Вы без труда догадаетесь, кого я имею в виду.

Звали Знаменского, как и Нащокина, Кириллом Кирилловичем, и Нащокин это сходство давно приметил. Он внимательно следил за творчеством громкого советского стихотворца, следил и с насмешкой, и с досадой, и — что скрывать? — с завистью. Ему почему-то казалось, что тёзка-большевик занимает в России его, Нащокина, законное место, что — вот, если бы не эмиграция… Знаменский же о Нащокине даже не слышал: прозу он читал неохотно, а эмигрантов вообще презирал.

Кирилл Кириллович Знаменский любил кататься за границу. Можно сказать, что и лучшие свои стихи в те годы он писал именно за границей. Вот Россию Знаменский знал плохо: с детства он рос среди инородцев, и хоть сам не имел ни капли инородческой крови, но чувствовал себя в своей тарелке среди смуглых, непонятно тараторящих, суетящихся… А Россия… Трудно ее понять, да и некогда… Потом, после победы мировой революции осмотримся, приглядимся, может быть, что-нибудь и поймем… Германию Знаменский тоже не любил: чахлая, скучная страна. То ли дело Франция или Америка: огонь! Но когда товарищ Персидский предложил ему поучаствовать в культурной атаке на Германию, поэт тотчас согласился: во-первых, заграница — это всё же заграница, пусть хоть и скудная Неметчина…
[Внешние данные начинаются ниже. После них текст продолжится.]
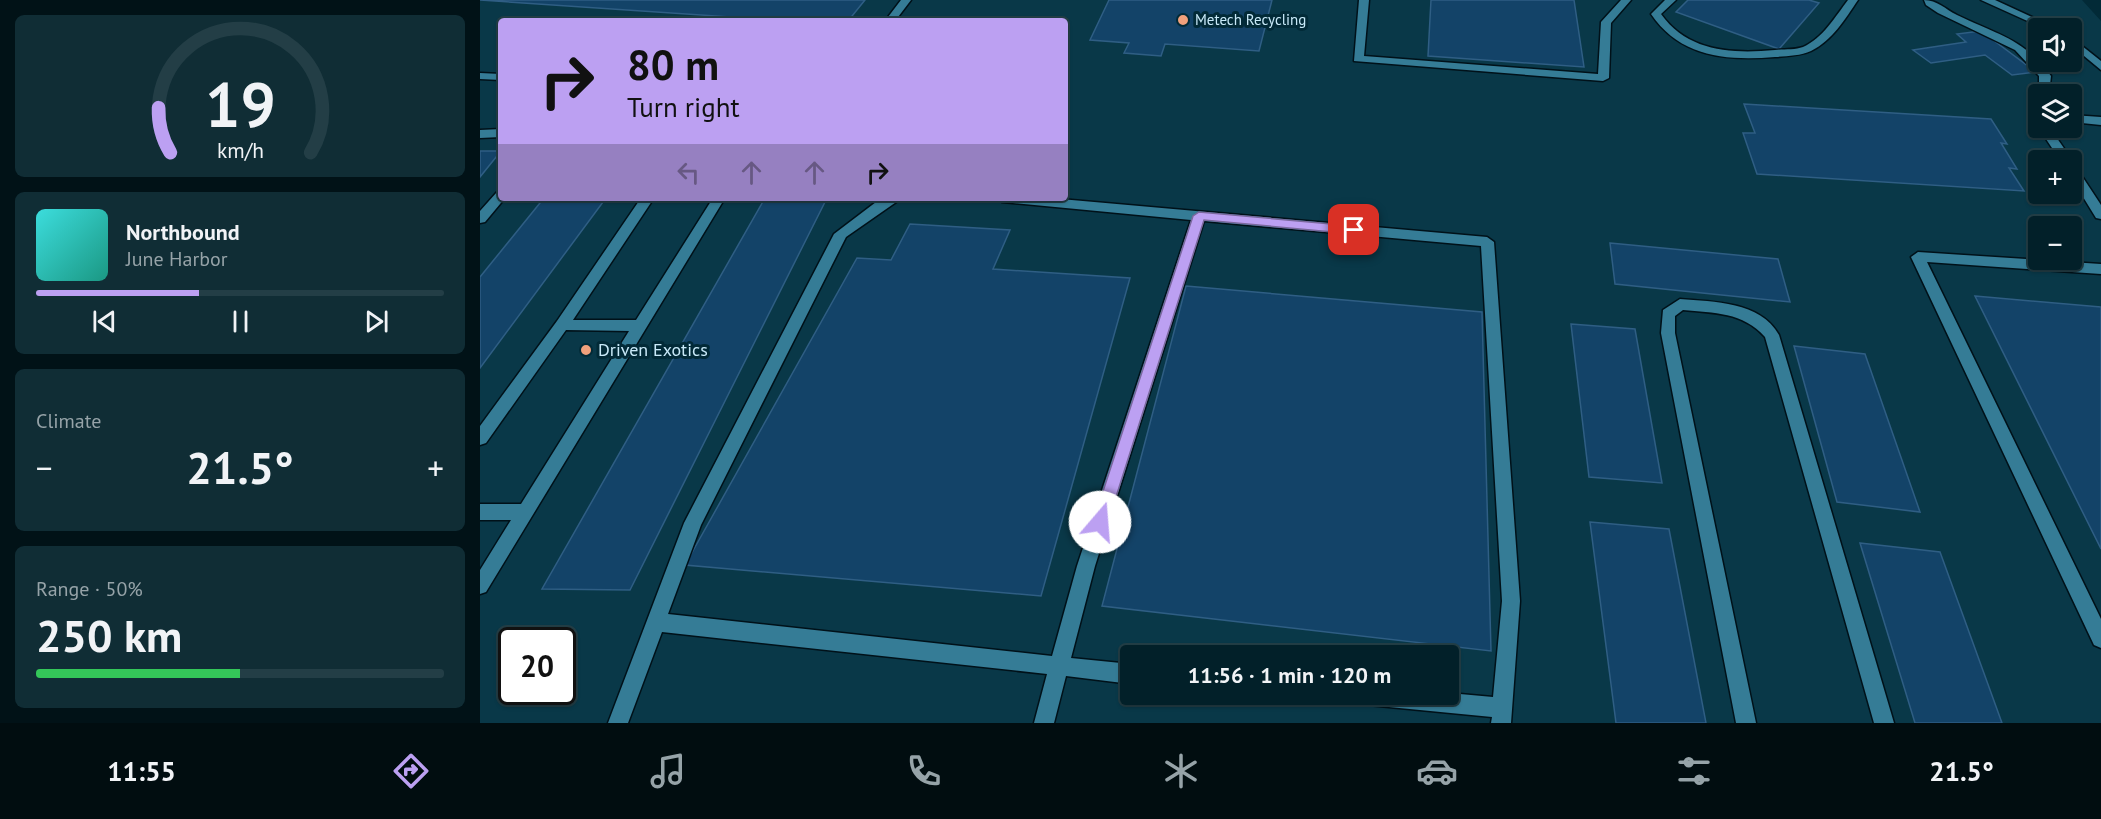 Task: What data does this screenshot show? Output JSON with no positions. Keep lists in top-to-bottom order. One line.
{"places":["Metech Recycling","Driven Exotics"],"page":{"map_buttons":["+","−"],"turn":["80 m","Turn right"],"song":["Northbound","June Harbor"],"tile":["Climate",["Range · 50%","250 km"]],"heat":["−","21.5°","+"],"limit":"20","trip":"11:56 · 1 min · 120 m","tabs":["11:55","21.5°"],"gauge":["19","km/h"]}}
А во-вторых, хотелось Кириллу Кирилловичу побыть одному, вдали от Хозяйки его сердца. Хотелось немного отдышаться. Хоть сердцу его она и Хозяйка, но ведь он тоже на свое сердце какие-то права имел… Пусть небольшие, но все-таки. Накопилось кое-что на этом сердце, и неплохо было бы в тишине гостиничных номеров перебрать накопленное и решить, что делать с ним: выбросить ли прочь, или, завернув в бумажку, спрятать до поры до времени в карман. Дело даже не в обидах, которых не мало (вот и теперь, перед самым отъездом — как горько, как больно, как противно!..), — дело даже не в обидах, — но Кирилл Кириллович начал уставать от им же самим для себя придуманной роли, роли комнатной собачки, слуги покорного, вечного гимназиста в пору первой любви, прыщавого носильщика чужих ранцев… Долгие годы он с удовольствием играл эту роль, и не раз к нему — именно такому, увлечённому ролью — приходила сияющая Муза, чтобы подарить нечто поистине достойное… Долго это длилось — но всему приходит конец. Кирилл Кириллович устал. Кирилл Кириллович вырос, возмужал. Взгляд у Кирилла Кирилловича стал более острым, и теперь, разглядывая свой странный роман, он замечал такое, от чего по ночам не мог спать: мучила, правда, ещё не совесть, но брезгливость…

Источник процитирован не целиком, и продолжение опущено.